───── Records supplied ─────

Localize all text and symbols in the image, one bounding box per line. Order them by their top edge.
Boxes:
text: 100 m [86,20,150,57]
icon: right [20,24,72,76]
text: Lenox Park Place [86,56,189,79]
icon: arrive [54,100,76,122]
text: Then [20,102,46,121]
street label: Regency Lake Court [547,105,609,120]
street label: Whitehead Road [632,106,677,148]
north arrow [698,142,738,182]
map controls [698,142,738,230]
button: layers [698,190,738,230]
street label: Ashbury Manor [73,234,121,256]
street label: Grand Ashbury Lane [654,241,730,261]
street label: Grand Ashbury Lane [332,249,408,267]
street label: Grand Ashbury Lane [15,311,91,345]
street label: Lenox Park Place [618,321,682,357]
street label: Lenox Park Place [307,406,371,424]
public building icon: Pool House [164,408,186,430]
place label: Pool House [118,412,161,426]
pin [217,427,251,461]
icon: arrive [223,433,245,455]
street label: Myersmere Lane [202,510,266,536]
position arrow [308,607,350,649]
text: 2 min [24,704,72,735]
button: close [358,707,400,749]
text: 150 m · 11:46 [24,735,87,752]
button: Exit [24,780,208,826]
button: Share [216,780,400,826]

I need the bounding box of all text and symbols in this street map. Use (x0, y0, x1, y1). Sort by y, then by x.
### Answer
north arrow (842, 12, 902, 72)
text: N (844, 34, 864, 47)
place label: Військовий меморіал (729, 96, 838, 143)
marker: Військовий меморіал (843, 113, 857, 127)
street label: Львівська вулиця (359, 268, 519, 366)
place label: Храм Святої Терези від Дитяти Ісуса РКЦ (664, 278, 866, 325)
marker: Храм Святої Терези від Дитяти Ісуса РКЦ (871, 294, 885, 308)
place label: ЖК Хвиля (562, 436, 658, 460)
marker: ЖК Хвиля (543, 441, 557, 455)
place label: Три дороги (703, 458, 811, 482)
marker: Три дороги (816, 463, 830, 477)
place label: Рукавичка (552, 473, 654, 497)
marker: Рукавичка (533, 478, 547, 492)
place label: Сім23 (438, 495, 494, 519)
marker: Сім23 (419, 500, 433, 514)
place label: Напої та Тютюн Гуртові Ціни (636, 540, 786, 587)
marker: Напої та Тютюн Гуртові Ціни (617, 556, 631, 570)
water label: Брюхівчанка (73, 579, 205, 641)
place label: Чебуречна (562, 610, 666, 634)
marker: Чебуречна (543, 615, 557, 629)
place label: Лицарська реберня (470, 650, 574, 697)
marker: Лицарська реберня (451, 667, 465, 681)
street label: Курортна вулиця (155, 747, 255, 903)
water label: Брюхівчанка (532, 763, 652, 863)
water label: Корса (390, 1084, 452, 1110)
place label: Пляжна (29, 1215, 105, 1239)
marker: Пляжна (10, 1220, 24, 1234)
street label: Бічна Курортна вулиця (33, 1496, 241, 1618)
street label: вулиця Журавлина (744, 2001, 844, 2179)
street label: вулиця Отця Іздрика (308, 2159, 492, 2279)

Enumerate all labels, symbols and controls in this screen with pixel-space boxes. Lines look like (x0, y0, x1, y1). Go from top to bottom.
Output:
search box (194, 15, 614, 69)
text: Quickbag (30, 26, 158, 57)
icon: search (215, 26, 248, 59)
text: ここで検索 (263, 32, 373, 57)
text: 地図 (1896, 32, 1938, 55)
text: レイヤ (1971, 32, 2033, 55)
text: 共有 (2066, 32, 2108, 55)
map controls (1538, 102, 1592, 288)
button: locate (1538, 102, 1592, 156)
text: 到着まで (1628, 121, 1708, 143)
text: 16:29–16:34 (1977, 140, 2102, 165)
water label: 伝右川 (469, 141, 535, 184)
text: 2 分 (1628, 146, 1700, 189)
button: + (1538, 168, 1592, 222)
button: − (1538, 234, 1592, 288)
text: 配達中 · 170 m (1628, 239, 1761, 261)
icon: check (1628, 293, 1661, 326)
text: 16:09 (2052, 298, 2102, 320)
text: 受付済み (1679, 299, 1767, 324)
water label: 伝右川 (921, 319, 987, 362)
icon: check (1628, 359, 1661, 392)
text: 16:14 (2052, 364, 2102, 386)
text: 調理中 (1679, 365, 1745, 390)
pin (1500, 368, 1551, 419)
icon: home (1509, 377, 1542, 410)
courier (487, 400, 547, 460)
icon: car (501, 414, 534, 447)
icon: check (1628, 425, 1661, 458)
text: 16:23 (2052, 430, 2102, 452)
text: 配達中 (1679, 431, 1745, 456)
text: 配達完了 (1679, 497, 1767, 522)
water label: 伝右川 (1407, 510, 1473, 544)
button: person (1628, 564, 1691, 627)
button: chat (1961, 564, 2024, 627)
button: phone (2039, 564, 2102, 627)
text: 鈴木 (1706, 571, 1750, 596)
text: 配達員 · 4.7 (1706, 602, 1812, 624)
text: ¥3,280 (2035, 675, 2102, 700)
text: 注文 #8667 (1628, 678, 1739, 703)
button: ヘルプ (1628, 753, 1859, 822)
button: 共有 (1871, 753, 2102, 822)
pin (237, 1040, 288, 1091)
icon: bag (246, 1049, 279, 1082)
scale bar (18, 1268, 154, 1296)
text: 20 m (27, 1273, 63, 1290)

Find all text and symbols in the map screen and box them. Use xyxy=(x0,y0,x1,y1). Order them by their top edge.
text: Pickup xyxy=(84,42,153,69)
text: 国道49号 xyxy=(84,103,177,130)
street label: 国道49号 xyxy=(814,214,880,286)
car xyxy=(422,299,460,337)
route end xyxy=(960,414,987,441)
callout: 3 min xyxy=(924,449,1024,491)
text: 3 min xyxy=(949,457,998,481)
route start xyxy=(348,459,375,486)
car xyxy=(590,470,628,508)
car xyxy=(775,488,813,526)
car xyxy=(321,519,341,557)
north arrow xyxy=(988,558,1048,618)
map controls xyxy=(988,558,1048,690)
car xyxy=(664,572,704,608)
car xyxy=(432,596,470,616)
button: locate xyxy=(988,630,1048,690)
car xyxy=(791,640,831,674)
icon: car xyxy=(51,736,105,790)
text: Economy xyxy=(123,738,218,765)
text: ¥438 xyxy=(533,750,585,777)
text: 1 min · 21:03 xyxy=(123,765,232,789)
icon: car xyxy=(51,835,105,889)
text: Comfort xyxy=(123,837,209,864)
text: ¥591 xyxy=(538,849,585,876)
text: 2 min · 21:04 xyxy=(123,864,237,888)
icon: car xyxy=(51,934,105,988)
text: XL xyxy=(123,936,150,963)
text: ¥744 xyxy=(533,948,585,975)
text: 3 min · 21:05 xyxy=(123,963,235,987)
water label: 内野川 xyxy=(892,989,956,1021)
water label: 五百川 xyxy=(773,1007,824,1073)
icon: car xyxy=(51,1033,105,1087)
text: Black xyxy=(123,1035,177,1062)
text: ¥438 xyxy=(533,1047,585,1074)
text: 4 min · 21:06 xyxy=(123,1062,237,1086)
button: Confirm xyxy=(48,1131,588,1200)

─────

_What is required_.
The answer should be all lines from the entries above that hold the word "Храм".

_Task result_.
place label: Храм Святої Терези від Дитяти Ісуса РКЦ (664, 278, 866, 325)
marker: Храм Святої Терези від Дитяти Ісуса РКЦ (871, 294, 885, 308)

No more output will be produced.